Sabtu (22/10) terjadi kericuhan antar mahasiswa di gedung serba guna (GSG) STAIN Jurai Siwo Metro. Hal ini dikarenakan ada perselisihan pendapat antara mahasiswa baru, pengurus Kabinet Badan Eksekutif Mahasiswa Sekolah Tinggi (BEM ST) dan Presiden Mahasiswa Karmawan. Jalan ceritanya, acara sharing yang diadakan oleh presiden mahasiswa ini berjalan molor karena dalam surat edaran tertulis waktu acara pukul 16.00 waktu setempat dan puluhan mahasiswa sudah berkumpul di gedung serba guna (GSG). Namun, presiden mahasiswa belum tampak juga. Pada pukul 16.45 WIB Karmawan selaku presiden mahasiswa baru tampak dan masuk ke GSG. Acara pun tidak langsung dimulai, namun masih Karmawan masih menunggu Sekretaris Jendral BEM ST Vino Calestial selaku ketua pelaksana pada acara ta’aruf yang diduga bermasalah oleh mahasiswa penuntut.
Saat di sela-sela menunggu, Karmawan menyampaikan kepada mahasiswa yang berada di gedung GSG yang boleh berada di dalam hanya mahasiswa semester I. “Acara ini akan saya buka dengan catatan forum steril. Dan saya tegaskan yang ada di dalam ruangan hanya mahasiswa baru, karena ini sharing dengan mahasiswa baru,” kata Karmawan. Namun hal tersebut menimbulkan adu mulut antara mahasiswa dan presiden mahasiswa. Karena sebagian mahasiswa angkatan atas ingin ikut andil dan menyaksikan secara langsung laporan dari presiden mahasiswa dan ketua pelaksana terkait kegiatan ta’aruf BEM ST.
Pro dan kontra mengenai diperbolehkan atau tidaknya mahasiswa semester atas berada di gedung GSG terjadi. Dewi Masitoh mahasiswi prodi PAI semester I maju ke depan dan mengatakan bahwa, “Ini kan benar-benar acara khusus dengan mahasiswa baru, karena yang bermasalah ini dengan mahasiswa baru, kalau ada semester atas nanti gak selesai-selesai,” ujarnya.
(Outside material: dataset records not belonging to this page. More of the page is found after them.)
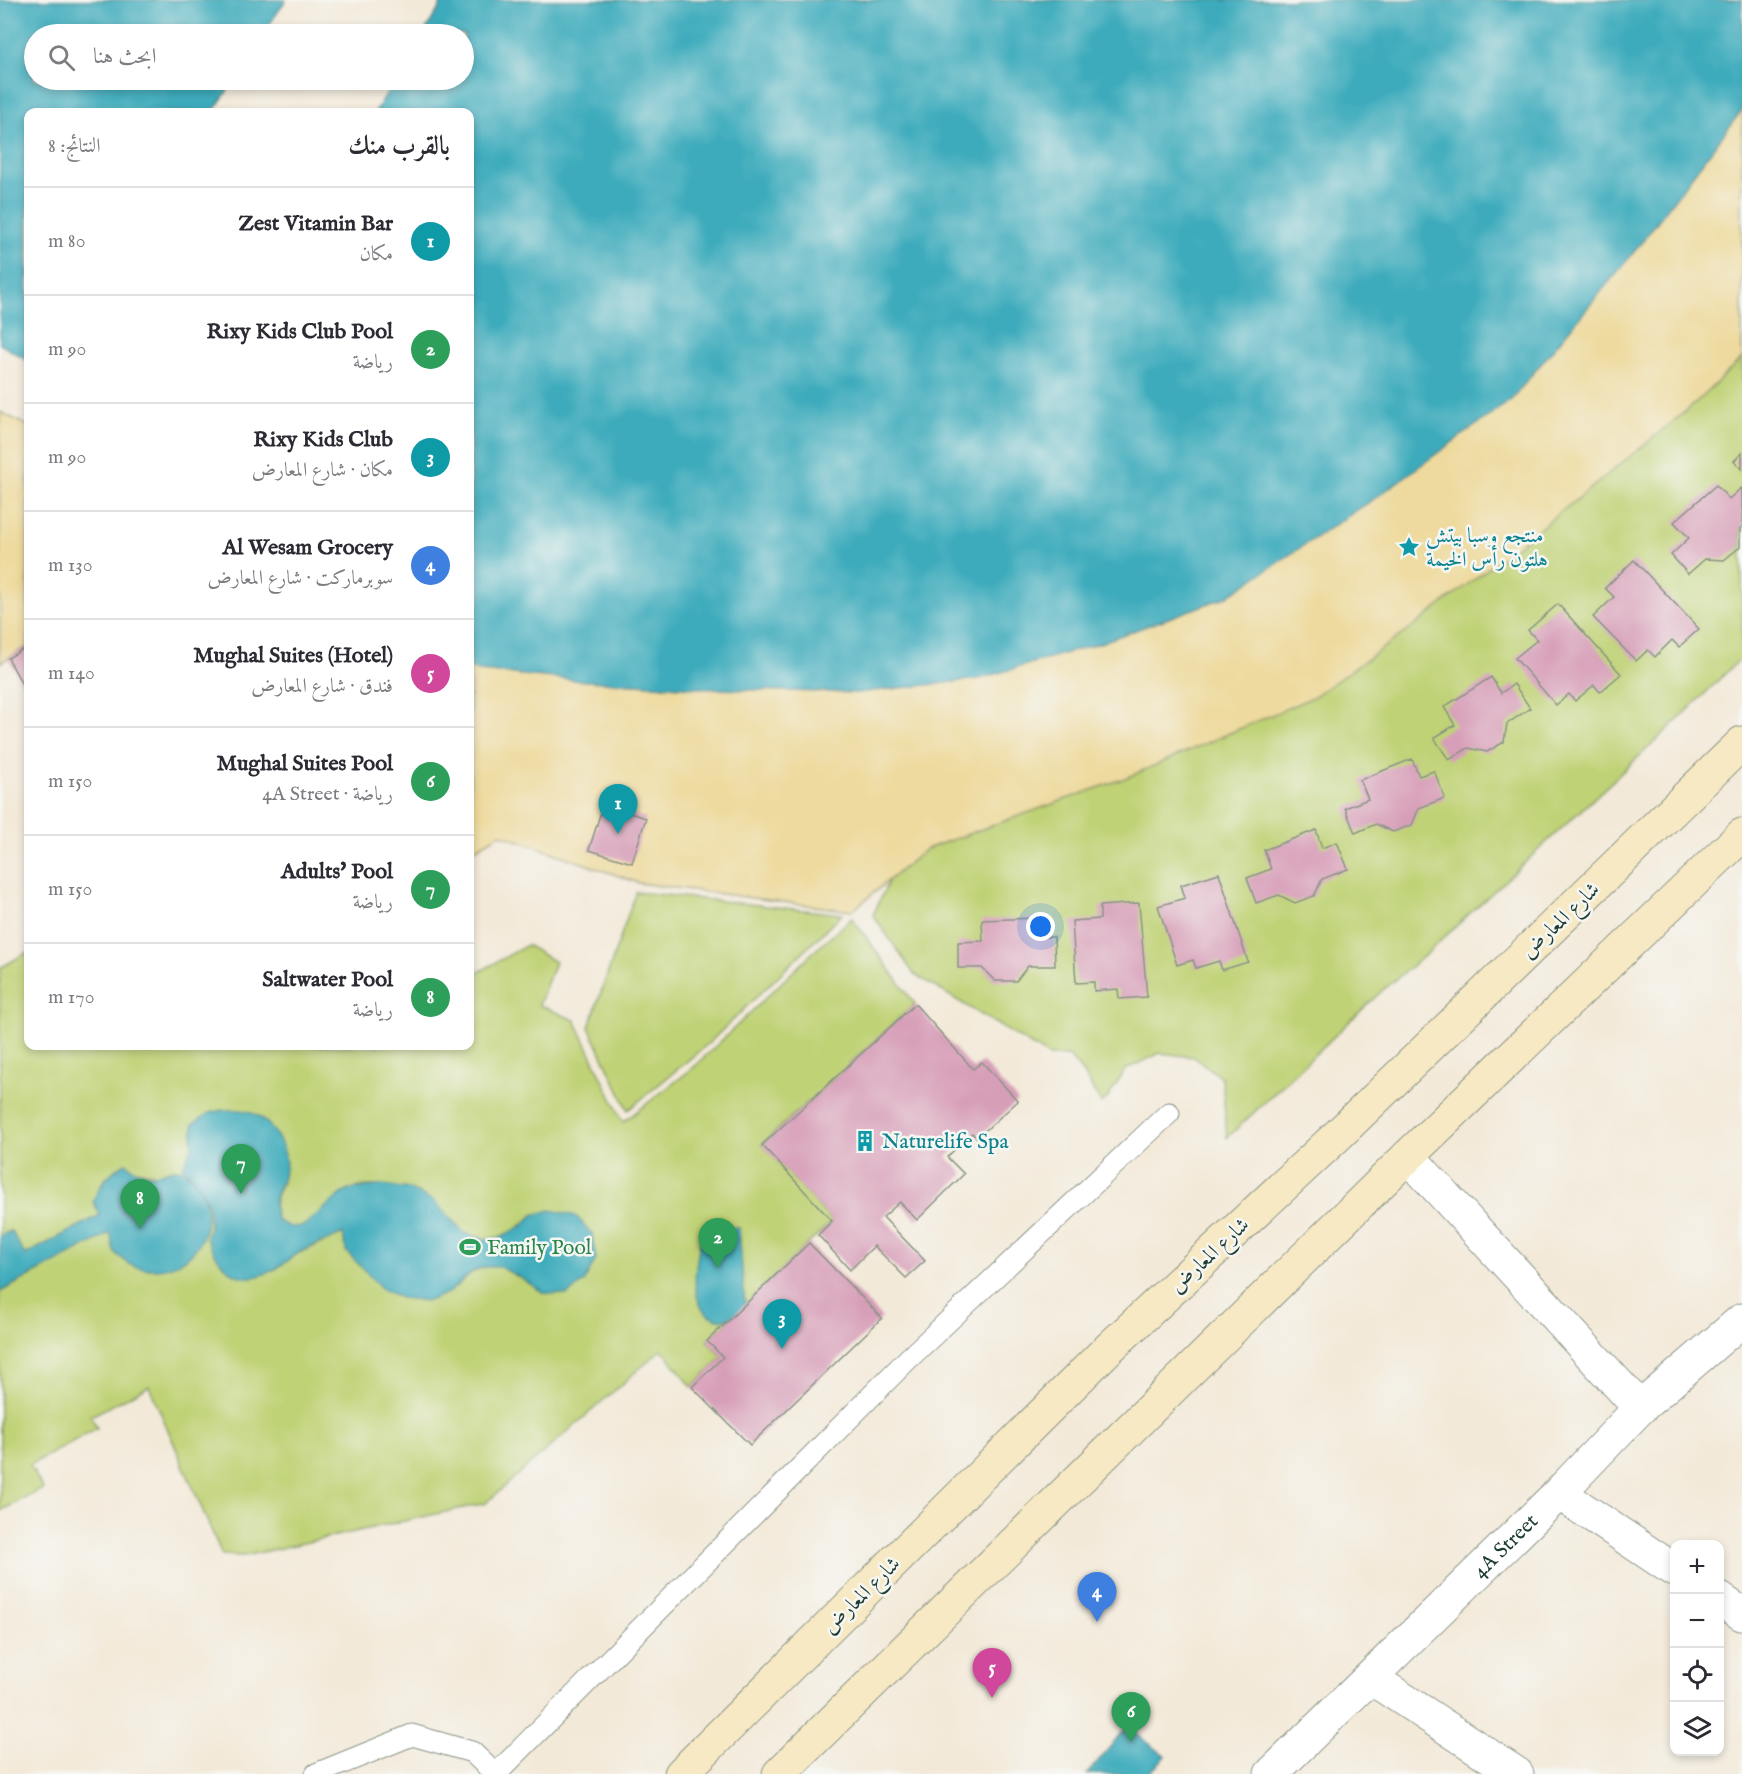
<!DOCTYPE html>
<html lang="ar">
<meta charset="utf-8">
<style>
body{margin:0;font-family:"IM FELL English",Amiri,serif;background:#f7f7f7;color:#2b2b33;direction:rtl}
.controls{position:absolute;right:18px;bottom:18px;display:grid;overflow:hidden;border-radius:12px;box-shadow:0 3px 9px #0003}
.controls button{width:54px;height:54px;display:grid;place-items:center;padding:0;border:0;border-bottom:2px solid #e1e1e2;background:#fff;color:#2b2b33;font:30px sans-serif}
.you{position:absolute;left:1041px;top:927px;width:21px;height:21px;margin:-15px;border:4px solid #fff;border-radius:50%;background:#1a73e8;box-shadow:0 0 0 9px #1a73e833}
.badge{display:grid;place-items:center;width:39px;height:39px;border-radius:50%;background:#b45309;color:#fff;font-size:20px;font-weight:700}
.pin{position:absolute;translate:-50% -50px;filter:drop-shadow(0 2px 3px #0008)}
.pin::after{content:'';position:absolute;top:32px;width:21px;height:18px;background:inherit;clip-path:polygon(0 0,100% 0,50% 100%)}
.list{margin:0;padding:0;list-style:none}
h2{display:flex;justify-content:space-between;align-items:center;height:78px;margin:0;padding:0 24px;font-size:26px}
h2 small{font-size:20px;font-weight:400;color:#7c7c81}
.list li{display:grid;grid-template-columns:39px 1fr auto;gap:18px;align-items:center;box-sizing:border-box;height:108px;padding:0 24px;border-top:2px solid #e1e1e2}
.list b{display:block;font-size:22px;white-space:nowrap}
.list p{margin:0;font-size:20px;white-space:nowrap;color:#7c7c81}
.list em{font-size:20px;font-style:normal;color:#7c7c81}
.icon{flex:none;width:33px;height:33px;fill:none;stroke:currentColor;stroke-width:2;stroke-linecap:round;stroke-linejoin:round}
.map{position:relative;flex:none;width:1742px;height:1774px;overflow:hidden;direction:ltr}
.search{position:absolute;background:#fff;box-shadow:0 3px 9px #0003;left:24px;top:24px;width:450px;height:66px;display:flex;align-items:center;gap:15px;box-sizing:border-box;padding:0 21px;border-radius:33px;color:#7c7c81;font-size:22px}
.panel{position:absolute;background:#fff;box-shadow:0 3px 9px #0003;left:24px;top:108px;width:450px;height:942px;border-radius:12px;direction:rtl}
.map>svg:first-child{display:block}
.green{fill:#bfd275;stroke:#6f8854;stroke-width:1.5;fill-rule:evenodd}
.sand{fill:#eeda9e;stroke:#868c69;stroke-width:1.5}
.water{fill:#3dabbc;stroke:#2e7478;stroke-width:1.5}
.building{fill:#d79eb8}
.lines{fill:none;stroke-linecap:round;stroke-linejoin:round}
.lane-casing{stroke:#899386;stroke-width:23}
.street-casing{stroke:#899386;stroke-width:35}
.secondary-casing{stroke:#899386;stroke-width:35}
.lane{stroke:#fff;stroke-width:21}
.street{stroke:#fff;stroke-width:33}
.secondary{stroke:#f7e9c3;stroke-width:33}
.labels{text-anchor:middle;stroke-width:5;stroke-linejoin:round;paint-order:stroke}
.culture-label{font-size:21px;fill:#0d838f;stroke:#f6f6f2;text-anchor:start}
.street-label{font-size:21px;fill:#1f3d34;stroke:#f6f6f2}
.leisure-label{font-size:21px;fill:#27864d;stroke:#f6f6f2;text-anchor:start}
</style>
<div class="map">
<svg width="1742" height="1774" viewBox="0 0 1742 1774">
<rect width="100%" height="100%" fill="#f6f6f2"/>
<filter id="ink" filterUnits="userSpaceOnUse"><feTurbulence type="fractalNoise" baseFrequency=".0167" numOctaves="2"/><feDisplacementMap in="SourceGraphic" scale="12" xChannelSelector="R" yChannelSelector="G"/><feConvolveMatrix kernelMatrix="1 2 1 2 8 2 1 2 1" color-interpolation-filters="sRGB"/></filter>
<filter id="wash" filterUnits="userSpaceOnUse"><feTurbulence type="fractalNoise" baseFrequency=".008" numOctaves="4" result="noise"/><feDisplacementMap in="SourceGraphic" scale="24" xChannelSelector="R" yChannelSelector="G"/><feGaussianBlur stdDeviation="1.35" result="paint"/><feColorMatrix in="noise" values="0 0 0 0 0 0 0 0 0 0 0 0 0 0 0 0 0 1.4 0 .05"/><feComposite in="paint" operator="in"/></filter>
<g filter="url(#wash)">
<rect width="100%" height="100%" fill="#f3e9d8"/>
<!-- green -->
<g class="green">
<polygon points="1742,358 1742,657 1677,721 1423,957 1386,987 1227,1138 1222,1078 1194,1057 1160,1053 1125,1070 1108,1098 1101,1103 1085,1076 1069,1056 1049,1056 914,974 873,915 889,880 926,849 1128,777 1314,696 1414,626 1581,496 1692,406"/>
<polygon points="636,892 842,914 709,1043 628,1110 589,1027"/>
<path d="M852 918 915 1004 762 1144 832 1221 707 1341 723 1357 692 1387 662 1349 486 1503 244 1556 222 1555 149 1386 91 1416 97 1428 30 1465 43 1489 0 1511V1292L110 1233 208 1219 205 1200 173 1169 157 1174 118 1167 103 1181 93 1201 100 1215 25 1256 11 1231 0 1236V968L28 952V1046H470V977L527 945 555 962 539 1005 575 1020 623 1122 693 1068 810 955ZM193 1146 283 1182C274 1199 272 1203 278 1221 281 1223 286 1226 290 1227 313 1232 331 1197 351 1189 366 1184 385 1186 401 1188 430 1191 443 1215 463 1232 485 1250 516 1232 533 1215L521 1278C514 1275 507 1269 500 1267 478 1262 464 1279 450 1292L360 1264 346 1251 344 1234 299 1253 275 1270 206 1238C217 1210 204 1186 183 1167Z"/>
</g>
<!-- sand -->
<g class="sand">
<polygon points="1742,110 1742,358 1692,406 1581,496 1414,626 1313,697 1128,777 926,849 852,911 639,883 500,834 470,852 470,668 479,671 586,681 716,689 857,693 979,679 1100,643 1226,597 1511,400 1638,247"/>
<polygon points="0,412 28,426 28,646 0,663"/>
</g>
<!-- water -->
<g class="water">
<polygon points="0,0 286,0 263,34 34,34 34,80 235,80 213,112 28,112 28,361 0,344"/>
<polygon points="440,0 1742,0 1742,110 1638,247 1511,400 1377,497 1226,597 1100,643 979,679 857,693 716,689 586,681 479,671 470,668 470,112 375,112 395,80 464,80 464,34 423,34 440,7"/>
<path d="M222 1110C230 1110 238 1109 246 1111 267 1115 285 1142 286 1163 286 1179 272 1194 274 1207 274 1212 276 1217 278 1221L290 1227 303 1226 343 1193 352 1189 384 1185 409 1189 434 1201 464 1233 485 1239 498 1238 521 1227 533 1215 551 1210 576 1216 592 1234 596 1259 584 1282 567 1295 544 1293 521 1278 500 1267H484L471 1272 450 1292 428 1301 401 1298 382 1289 346 1251 343 1234C329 1240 314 1244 300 1252 291 1257 283 1265 273 1270 238 1289 221 1268 206 1238 217 1210 203 1186 183 1167L192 1146 193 1124 209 1113Z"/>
<path d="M126 1163C135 1170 144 1176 155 1174 173 1172 176 1161 192 1178 226 1216 198 1272 150 1269 139 1268 133 1268 124 1260 121 1258 116 1254 114 1251 112 1246 112 1238 110 1233L0 1292V1236L11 1231 25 1255 100 1215 93 1201C101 1184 109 1172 126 1163Z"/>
<path d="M704 1227 739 1228 745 1306C735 1315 727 1324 713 1317 684 1305 698 1250 704 1227Z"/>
<polygon points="1127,1727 1166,1756 1147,1774 1087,1774"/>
</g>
<g id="blocks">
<!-- building -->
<g class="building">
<polygon points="1742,453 1742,469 1734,461"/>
<polygon points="1716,485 1729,499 1741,488 1742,490 1742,526 1740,529 1740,547 1724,560 1705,559 1688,574 1671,555 1689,538 1674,522"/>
<polygon points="1634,560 1699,629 1679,647 1672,640 1655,657 1648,650 1636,661 1593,617 1614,597 1605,588"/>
<polygon points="1558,604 1621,674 1600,692 1594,685 1575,701 1569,694 1556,705 1515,658 1537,640 1528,630"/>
<polygon points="28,646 28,695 8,658"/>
<polygon points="1491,677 1501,693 1514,684 1530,708 1507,724 1504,742 1487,752 1468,748 1449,760 1434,738 1455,725 1444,707"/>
<polygon points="1412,759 1419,776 1434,771 1445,798 1419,808 1412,825 1393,832 1376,824 1355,833 1345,808 1368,799 1360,780"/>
<polygon points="603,805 646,818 632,863 589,850"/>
<polygon points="1316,830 1322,848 1337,842 1348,869 1322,879 1314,896 1295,903 1279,895 1256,903 1247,878 1271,869 1264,850"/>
<polygon points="1219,873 1248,962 1222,970 1219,961 1196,968 1193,960 1177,965 1158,906 1185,898 1181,885"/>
<polygon points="1139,903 1147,997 1119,999 1118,989 1094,991 1094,982 1076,983 1072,921 1100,919 1100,906"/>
<polygon points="1038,918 1038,937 1054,937 1055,966 1028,966 1016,981 995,981 982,968 958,968 958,942 983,941 982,920"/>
<polygon points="915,1004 973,1069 982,1062 1018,1101 977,1138 972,1133 947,1157 964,1174 917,1220 900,1202 883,1217 925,1261 906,1278 874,1246 850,1270 818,1235 832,1221 762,1145"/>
<polygon points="809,1243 882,1318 750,1445 692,1387 723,1357 707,1341"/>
</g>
</g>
</g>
<g filter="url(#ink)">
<use href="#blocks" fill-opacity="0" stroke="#899386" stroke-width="1.5"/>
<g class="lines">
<defs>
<g id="lane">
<polyline points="316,1774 412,1735 472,1752 495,1774"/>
<polyline points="496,1774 908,1359 1169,1113"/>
</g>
<g id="street">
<polyline points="1408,1156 1640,1408"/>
<polyline points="1559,1493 1674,1570"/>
<polyline points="1720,1599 1742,1614"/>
<polyline points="1371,1678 1517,1774"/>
<path id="s1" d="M1271 1774 1559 1493 1640 1408 1742 1320"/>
</g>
<g id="secondary">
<polyline points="681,1774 1104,1353 1338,1135 1742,743"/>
<polyline points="779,1774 1408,1156 1742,835"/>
</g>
</defs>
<!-- lane casing -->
<use href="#lane" class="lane-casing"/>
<!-- street casing -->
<use href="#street" class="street-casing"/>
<!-- secondary casing -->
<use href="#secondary" class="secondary-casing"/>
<!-- lane -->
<use href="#lane" class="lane"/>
<!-- street -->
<use href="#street" class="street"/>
<!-- secondary -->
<use href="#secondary" class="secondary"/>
</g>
</g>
<!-- icons -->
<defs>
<symbol id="sight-bare" viewBox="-9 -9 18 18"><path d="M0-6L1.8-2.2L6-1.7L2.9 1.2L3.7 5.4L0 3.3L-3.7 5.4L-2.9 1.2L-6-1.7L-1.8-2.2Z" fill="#0f9aa8" stroke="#f6f6f2" stroke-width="2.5" paint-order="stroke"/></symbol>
<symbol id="building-bare" viewBox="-9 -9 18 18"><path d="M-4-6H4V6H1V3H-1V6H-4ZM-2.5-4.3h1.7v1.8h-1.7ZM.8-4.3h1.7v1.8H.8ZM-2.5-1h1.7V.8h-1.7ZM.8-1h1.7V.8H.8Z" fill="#0f9aa8" stroke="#f6f6f2" stroke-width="2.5" paint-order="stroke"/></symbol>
<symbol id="stadium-bare" viewBox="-9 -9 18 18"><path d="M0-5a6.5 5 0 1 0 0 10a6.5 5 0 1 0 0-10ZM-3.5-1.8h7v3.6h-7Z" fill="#2e9e5b" stroke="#f6f6f2" stroke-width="2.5" paint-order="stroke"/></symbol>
</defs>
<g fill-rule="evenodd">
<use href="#sight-bare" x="1394" y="532" width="30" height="30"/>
<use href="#building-bare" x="850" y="1126" width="30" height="30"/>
<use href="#stadium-bare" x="455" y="1232" width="30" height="30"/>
</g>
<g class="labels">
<!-- culture labels -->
<g class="culture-label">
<text x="1426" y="542">منتجع وسبا بيتش<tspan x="1426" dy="24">هلتون رأس الخيمة</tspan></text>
<text x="882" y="1148">Naturelife Spa</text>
</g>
<!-- street labels -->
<g class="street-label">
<text transform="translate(1560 920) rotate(-44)" y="7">شارع المعارض</text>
<text transform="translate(1209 1255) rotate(-43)" y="7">شارع المعارض</text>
<text dy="7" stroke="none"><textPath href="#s1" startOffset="327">4A Street</textPath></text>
<text transform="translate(861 1595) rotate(-45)" y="7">شارع المعارض</text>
</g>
<!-- leisure labels -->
<g class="leisure-label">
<text x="487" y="1254">Family Pool</text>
</g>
</g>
</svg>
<div class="controls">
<button>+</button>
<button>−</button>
<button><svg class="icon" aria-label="locate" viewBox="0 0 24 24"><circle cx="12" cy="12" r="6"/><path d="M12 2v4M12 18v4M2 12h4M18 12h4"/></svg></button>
<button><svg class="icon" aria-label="layers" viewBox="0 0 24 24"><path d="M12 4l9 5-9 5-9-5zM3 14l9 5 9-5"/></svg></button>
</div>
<div class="you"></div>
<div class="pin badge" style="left:618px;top:834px;background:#0f9aa8">1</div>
<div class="pin badge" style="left:718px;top:1268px;background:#2e9e5b">2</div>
<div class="pin badge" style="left:782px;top:1349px;background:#0f9aa8">3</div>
<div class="pin badge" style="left:1097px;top:1622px;background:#3f7fe0">4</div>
<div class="pin badge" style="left:992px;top:1698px;background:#d1479c">5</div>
<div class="pin badge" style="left:1131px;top:1742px;background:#2e9e5b">6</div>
<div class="pin badge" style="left:241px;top:1194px;background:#2e9e5b">7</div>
<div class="pin badge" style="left:140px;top:1229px;background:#2e9e5b">8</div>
<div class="search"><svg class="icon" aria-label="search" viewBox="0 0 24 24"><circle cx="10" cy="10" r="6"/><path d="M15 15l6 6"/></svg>ابحث هنا</div>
<section class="panel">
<h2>بالقرب منك<small>النتائج: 8</small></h2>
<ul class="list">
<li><span class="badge" style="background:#0f9aa8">1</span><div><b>Zest Vitamin Bar</b><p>مكان</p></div><em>80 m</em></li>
<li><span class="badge" style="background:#2e9e5b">2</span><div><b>Rixy Kids Club Pool</b><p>رياضة</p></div><em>90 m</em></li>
<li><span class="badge" style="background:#0f9aa8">3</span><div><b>Rixy Kids Club</b><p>مكان · شارع المعارض</p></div><em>90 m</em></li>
<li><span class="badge" style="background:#3f7fe0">4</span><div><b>Al Wesam Grocery</b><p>سوبرماركت · شارع المعارض</p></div><em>130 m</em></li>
<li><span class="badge" style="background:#d1479c">5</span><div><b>Mughal Suites (Hotel)</b><p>فندق · شارع المعارض</p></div><em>140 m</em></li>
<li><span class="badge" style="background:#2e9e5b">6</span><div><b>Mughal Suites Pool</b><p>رياضة · 4A Street</p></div><em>150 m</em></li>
<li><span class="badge" style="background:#2e9e5b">7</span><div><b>Adults' Pool</b><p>رياضة</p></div><em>150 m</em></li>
<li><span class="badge" style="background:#2e9e5b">8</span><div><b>Saltwater Pool</b><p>رياضة</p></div><em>170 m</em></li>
</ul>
</section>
</div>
Hal tersebut mendapat tanggapan dari Riki mahasiswa prodi AHS semester I yang tidak sependapat. “Kami di sini butuh kakak tingkat untuk mendampingi kami (mahasiswa baru, red), karena mahasiswa baru kan belum tahu apa-apa. Sebenarnya apa salahnya jika kakak tingkat ada di dalam GSG, kita di sini dibantu kakak tingkat kita,” ujarnya.
Hasanuddin Muhammad selaku Menteri Badan Usaha Mahasiswa angkat bicara, “kita harus berfikir secara demokrasi, jadi acara ini harus ada keterbukaan dan Menteri-Menteri harus ada untuk menjelaskan. Karena permasalahan ini bukan rahasia lagi kenapa harus tertutup. Sebenarnya juga sudah tidak ada pertanggung jawaban, karena kegiatan ta’aruf saja ilegal. Pungutan liar. Untuk pertanggung jawabannya sudah dari awal melakukan kesalahan, awal pelaksanaan tidak dapat ijin, tidak perlu adanya laporan pertanggung jawaban. Anda (Karmawan, red) sudah melakukan kesalahan. Mengenai hal ini presiden tidak berhak lagi,” tutur Hasan dalam perdebatan.
Hal tersebut dibantah oleh Karmawan mengatakan bahwa acara ini bukan laporan pertanggung jawaban, namun dari keterangannya merupakan acara sharing khusus mahasiswa baru. “Di sini bukan laporan pertanggung jawaban, ini cuma sharing dengan mahasiswa baru. Setelah hasil dari ini yang semester atas jika ingin tahu bisa tanya langsung ke mahasiswa baru tapi setelah forum ini selesai. Yang berada di dalam hanya mahasiswa baru, ketua pelaksana, presiden mahasiswa beserta wakil dan bendahara. Yang lain diharapkan untuk keluar, sekalipun itu Menteri, saya harap untuk keluar,” ujar Karmawan.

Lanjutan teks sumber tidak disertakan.